• [WHAT YOU HAVE TO DO] The answer must consist of each line of the records below that contains the string "normal".

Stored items
== Segment start ==

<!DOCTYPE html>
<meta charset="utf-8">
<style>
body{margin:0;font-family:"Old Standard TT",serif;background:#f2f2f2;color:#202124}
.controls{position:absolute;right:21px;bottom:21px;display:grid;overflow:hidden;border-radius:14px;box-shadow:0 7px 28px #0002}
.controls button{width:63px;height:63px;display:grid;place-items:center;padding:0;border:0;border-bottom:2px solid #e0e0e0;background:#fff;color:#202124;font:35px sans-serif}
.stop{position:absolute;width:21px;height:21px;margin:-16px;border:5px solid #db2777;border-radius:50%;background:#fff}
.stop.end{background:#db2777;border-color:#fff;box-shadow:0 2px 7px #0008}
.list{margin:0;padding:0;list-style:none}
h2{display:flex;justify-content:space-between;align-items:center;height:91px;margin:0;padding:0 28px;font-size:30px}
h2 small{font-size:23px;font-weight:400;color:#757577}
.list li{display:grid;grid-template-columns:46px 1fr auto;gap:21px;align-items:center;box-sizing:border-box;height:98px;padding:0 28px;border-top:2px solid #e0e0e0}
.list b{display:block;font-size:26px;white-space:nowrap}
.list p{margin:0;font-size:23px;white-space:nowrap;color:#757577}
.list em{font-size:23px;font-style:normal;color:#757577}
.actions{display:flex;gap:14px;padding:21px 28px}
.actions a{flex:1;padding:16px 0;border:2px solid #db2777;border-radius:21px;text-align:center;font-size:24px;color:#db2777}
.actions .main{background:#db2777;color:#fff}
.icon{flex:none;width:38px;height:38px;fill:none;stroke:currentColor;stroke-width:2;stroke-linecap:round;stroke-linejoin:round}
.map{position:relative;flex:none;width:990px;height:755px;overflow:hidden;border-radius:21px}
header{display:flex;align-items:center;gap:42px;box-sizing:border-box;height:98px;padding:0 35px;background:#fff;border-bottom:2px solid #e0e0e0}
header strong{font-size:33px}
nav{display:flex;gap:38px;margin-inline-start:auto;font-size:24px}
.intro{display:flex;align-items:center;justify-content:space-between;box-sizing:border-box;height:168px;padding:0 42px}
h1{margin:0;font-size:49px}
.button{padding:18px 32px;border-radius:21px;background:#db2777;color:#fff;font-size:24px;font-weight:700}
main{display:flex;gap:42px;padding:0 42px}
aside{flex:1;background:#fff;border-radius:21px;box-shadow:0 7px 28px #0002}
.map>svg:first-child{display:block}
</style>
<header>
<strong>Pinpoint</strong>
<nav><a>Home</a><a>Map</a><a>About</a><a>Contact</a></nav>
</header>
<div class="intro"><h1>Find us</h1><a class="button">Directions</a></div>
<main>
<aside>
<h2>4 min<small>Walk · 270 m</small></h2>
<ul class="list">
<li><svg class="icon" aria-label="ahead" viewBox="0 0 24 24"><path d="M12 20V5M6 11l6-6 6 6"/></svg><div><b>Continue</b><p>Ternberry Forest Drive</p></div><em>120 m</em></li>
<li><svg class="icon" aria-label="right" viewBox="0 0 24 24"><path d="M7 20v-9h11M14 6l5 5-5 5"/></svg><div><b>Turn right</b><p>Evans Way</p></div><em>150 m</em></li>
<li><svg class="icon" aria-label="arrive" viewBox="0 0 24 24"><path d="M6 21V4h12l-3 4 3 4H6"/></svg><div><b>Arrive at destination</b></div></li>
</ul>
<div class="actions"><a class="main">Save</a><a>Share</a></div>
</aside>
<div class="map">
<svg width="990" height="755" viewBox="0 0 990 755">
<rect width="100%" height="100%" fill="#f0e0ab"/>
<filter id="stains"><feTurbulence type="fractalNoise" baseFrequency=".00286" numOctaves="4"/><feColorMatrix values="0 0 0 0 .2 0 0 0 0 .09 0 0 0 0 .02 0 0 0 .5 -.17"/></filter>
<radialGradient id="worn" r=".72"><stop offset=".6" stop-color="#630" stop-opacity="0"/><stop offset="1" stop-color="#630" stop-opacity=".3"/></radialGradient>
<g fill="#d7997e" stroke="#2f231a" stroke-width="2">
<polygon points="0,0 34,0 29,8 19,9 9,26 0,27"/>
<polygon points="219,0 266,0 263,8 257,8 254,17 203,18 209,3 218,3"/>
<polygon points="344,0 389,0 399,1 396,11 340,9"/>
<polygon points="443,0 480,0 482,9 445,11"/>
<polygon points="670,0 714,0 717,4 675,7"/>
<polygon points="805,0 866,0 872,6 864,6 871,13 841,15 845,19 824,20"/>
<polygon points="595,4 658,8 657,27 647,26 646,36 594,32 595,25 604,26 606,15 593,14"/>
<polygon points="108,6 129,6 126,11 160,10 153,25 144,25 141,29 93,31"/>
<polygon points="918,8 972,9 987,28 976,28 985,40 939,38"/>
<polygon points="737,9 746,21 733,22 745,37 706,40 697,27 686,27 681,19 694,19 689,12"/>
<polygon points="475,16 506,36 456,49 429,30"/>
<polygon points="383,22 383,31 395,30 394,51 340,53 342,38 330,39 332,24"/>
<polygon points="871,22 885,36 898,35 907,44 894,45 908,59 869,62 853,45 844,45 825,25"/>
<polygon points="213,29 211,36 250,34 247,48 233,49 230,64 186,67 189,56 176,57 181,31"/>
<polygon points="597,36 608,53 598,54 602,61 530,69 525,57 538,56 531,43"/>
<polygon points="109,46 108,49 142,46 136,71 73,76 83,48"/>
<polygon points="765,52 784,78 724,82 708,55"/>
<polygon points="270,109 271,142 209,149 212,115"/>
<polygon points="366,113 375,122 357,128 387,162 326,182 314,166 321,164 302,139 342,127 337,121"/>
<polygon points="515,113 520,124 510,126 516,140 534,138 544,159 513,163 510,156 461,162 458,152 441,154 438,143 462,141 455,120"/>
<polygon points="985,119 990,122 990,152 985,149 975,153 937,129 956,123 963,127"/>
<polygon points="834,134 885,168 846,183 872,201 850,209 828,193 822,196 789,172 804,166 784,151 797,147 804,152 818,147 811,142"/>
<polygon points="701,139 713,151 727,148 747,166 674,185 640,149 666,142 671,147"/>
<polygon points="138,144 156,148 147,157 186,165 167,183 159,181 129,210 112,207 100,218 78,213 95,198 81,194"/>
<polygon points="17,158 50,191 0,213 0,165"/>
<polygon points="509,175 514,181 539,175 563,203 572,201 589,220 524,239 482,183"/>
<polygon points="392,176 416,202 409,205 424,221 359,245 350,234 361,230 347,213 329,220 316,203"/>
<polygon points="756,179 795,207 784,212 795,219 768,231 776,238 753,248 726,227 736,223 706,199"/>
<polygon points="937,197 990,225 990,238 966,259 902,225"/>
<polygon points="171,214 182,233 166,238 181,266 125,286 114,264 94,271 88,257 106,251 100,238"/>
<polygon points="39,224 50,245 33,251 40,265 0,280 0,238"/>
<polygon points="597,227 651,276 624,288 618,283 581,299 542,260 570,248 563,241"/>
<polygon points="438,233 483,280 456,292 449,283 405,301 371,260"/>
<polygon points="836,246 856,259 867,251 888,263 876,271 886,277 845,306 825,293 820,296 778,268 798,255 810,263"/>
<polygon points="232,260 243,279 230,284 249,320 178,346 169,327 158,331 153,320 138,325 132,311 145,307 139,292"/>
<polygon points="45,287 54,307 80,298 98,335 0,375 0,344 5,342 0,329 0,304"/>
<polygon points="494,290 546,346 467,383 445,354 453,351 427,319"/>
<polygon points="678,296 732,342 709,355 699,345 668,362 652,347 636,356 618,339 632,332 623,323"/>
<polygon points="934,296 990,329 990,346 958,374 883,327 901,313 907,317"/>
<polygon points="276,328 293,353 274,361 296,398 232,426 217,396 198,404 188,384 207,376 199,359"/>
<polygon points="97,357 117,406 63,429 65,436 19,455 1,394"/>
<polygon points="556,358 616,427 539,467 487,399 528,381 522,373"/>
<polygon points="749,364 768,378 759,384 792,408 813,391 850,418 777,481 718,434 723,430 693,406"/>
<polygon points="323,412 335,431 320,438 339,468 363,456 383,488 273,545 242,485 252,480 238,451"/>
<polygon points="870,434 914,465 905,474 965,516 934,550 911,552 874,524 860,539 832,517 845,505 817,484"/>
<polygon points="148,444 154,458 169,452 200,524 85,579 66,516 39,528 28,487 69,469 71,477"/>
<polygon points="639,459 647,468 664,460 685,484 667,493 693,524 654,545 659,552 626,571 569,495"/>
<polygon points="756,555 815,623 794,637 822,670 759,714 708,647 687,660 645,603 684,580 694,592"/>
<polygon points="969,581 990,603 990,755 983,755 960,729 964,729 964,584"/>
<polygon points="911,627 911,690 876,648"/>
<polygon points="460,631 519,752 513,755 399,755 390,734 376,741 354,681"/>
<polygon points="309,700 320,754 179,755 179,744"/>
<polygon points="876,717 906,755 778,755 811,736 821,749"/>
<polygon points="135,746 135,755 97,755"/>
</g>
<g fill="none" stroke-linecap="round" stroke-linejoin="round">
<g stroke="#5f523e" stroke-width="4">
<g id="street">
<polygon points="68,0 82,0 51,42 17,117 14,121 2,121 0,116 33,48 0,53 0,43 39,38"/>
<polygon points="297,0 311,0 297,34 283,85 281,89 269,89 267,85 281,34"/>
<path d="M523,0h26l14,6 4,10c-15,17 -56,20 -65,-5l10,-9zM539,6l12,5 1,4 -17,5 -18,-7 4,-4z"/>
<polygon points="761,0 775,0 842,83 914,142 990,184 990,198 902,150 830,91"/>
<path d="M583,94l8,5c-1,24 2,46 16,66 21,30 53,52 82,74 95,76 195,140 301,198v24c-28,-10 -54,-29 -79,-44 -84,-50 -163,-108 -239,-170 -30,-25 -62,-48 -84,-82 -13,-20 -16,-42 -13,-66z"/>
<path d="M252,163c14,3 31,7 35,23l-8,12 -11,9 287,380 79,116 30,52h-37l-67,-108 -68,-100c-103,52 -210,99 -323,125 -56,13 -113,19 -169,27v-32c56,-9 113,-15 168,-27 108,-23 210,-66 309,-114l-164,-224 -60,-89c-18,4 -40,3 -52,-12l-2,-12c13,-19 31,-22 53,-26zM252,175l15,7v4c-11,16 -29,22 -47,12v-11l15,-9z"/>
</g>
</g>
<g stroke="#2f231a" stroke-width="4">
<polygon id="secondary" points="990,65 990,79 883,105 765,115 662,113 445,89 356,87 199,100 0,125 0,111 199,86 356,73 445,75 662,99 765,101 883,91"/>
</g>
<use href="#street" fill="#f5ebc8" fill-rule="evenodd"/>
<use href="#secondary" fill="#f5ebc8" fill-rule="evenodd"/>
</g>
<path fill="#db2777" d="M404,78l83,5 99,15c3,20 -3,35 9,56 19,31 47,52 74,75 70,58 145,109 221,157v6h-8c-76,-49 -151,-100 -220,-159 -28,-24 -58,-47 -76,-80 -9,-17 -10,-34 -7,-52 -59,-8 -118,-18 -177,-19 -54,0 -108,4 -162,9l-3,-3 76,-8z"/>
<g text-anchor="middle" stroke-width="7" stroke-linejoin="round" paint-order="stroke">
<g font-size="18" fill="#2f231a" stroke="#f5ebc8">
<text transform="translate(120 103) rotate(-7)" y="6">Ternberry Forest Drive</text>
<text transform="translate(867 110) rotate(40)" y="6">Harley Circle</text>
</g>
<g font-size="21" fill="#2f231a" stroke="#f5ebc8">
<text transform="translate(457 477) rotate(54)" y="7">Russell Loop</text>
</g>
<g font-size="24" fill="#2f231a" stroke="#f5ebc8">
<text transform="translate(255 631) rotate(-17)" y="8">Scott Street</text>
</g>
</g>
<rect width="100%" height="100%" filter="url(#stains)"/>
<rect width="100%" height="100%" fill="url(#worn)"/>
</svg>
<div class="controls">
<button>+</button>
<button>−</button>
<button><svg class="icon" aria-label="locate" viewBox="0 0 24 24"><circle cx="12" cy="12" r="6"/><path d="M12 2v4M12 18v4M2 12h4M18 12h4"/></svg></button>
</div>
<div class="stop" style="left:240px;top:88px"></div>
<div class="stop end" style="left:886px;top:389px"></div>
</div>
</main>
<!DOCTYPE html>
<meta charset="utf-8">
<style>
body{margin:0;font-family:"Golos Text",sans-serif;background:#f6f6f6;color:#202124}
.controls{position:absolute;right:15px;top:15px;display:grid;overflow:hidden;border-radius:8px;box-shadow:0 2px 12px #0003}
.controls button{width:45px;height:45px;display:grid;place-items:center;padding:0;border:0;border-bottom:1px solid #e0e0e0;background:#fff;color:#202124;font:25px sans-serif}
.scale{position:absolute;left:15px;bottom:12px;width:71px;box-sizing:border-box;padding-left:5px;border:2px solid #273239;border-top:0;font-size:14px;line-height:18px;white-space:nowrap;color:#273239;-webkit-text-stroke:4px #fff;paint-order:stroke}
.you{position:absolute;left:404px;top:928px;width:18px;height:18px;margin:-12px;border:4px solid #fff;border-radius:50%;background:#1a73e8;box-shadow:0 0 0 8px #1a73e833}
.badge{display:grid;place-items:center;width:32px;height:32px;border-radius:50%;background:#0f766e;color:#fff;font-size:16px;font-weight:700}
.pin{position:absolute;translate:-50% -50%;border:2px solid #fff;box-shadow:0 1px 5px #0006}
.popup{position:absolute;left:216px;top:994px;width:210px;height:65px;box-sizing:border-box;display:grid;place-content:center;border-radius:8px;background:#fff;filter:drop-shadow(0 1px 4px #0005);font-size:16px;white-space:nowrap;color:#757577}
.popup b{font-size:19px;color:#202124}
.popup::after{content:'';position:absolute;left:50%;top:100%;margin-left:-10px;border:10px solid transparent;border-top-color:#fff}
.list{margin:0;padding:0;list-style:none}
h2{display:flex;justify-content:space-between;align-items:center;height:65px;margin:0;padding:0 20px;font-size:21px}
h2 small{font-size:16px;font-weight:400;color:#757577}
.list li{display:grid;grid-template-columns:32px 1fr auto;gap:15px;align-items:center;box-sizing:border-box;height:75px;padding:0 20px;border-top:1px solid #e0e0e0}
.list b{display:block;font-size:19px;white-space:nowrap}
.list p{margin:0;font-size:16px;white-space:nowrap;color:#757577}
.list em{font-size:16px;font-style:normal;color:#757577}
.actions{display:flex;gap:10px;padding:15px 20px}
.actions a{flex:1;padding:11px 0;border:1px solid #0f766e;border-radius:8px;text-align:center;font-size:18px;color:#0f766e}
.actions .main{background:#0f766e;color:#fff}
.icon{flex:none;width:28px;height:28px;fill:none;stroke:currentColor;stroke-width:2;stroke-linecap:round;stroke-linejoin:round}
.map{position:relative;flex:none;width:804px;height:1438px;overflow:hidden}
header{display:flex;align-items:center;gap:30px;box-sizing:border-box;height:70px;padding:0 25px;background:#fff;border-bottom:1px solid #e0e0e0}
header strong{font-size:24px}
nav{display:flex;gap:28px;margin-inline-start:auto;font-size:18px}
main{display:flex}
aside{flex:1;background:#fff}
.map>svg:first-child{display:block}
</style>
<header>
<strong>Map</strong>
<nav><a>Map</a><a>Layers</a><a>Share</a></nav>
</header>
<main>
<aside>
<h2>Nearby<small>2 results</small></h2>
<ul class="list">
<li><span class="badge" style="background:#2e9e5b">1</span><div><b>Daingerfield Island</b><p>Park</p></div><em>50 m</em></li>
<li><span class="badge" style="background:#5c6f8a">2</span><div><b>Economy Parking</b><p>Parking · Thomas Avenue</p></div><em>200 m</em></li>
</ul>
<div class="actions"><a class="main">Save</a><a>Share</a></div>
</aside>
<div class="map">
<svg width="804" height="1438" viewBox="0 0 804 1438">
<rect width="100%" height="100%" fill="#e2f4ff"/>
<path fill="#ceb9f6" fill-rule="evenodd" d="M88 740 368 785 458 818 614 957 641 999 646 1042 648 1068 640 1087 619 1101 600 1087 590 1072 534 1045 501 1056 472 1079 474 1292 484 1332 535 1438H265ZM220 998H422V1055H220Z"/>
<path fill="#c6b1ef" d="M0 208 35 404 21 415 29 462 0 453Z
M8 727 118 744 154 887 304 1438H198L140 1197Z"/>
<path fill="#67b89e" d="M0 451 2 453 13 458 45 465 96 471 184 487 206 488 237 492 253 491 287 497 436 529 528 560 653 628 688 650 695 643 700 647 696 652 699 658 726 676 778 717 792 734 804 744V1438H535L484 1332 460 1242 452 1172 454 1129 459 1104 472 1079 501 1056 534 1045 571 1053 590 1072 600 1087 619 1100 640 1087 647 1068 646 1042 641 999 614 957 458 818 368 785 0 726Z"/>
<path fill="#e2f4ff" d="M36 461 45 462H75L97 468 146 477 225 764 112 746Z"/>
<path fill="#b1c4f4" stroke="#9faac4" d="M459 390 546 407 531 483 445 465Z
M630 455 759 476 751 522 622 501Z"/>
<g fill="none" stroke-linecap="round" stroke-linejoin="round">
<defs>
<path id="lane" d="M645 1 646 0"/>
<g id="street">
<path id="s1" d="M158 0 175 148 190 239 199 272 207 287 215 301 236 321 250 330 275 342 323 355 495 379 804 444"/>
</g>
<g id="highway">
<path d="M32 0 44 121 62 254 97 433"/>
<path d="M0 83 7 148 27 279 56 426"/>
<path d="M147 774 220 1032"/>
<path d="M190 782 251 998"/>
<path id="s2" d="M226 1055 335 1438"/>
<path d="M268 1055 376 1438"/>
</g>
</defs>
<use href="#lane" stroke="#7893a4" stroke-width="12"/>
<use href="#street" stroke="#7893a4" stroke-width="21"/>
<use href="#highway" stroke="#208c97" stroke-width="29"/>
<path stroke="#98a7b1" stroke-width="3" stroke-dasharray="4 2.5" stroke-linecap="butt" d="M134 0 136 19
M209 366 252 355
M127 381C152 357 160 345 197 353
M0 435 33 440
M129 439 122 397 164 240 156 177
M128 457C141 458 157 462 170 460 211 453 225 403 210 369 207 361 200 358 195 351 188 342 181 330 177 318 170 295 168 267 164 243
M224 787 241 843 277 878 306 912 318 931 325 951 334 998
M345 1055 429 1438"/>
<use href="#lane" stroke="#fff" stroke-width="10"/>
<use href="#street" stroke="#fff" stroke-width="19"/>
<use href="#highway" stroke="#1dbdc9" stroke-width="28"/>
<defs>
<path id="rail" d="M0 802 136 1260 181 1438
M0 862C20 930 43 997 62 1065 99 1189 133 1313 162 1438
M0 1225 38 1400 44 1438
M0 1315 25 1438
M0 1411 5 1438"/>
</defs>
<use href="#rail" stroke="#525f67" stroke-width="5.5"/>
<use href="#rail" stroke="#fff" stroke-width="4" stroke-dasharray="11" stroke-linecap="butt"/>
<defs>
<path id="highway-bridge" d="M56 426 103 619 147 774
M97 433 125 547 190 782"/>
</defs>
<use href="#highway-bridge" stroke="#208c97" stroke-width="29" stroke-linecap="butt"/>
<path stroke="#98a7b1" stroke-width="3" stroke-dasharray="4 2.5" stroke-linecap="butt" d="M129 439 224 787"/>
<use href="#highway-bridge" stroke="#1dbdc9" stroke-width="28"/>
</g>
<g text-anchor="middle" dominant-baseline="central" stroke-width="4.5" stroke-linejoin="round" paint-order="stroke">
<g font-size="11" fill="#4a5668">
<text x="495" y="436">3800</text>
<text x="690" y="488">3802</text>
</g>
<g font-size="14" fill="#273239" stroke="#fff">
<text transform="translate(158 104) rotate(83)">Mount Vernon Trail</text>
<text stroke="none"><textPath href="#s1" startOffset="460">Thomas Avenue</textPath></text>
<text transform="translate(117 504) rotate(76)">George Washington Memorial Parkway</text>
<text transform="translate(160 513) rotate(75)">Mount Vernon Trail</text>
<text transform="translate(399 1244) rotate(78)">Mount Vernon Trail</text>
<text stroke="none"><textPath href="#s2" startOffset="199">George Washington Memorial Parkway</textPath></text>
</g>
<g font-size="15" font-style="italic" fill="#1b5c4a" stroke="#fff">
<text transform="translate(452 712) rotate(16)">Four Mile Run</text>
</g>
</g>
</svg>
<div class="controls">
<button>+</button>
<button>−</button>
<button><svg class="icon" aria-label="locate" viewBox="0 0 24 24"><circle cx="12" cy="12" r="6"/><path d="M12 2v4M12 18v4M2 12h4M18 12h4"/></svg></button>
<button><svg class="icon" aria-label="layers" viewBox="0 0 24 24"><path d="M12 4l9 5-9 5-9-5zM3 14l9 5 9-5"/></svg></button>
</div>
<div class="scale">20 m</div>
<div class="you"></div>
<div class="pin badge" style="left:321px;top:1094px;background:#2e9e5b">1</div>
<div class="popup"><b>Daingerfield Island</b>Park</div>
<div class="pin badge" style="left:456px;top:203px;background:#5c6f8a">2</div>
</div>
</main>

== Segment end ==

• [EXERCISE OUTPUT]
.list em{font-size:23px;font-style:normal;color:#757577}
.list em{font-size:16px;font-style:normal;color:#757577}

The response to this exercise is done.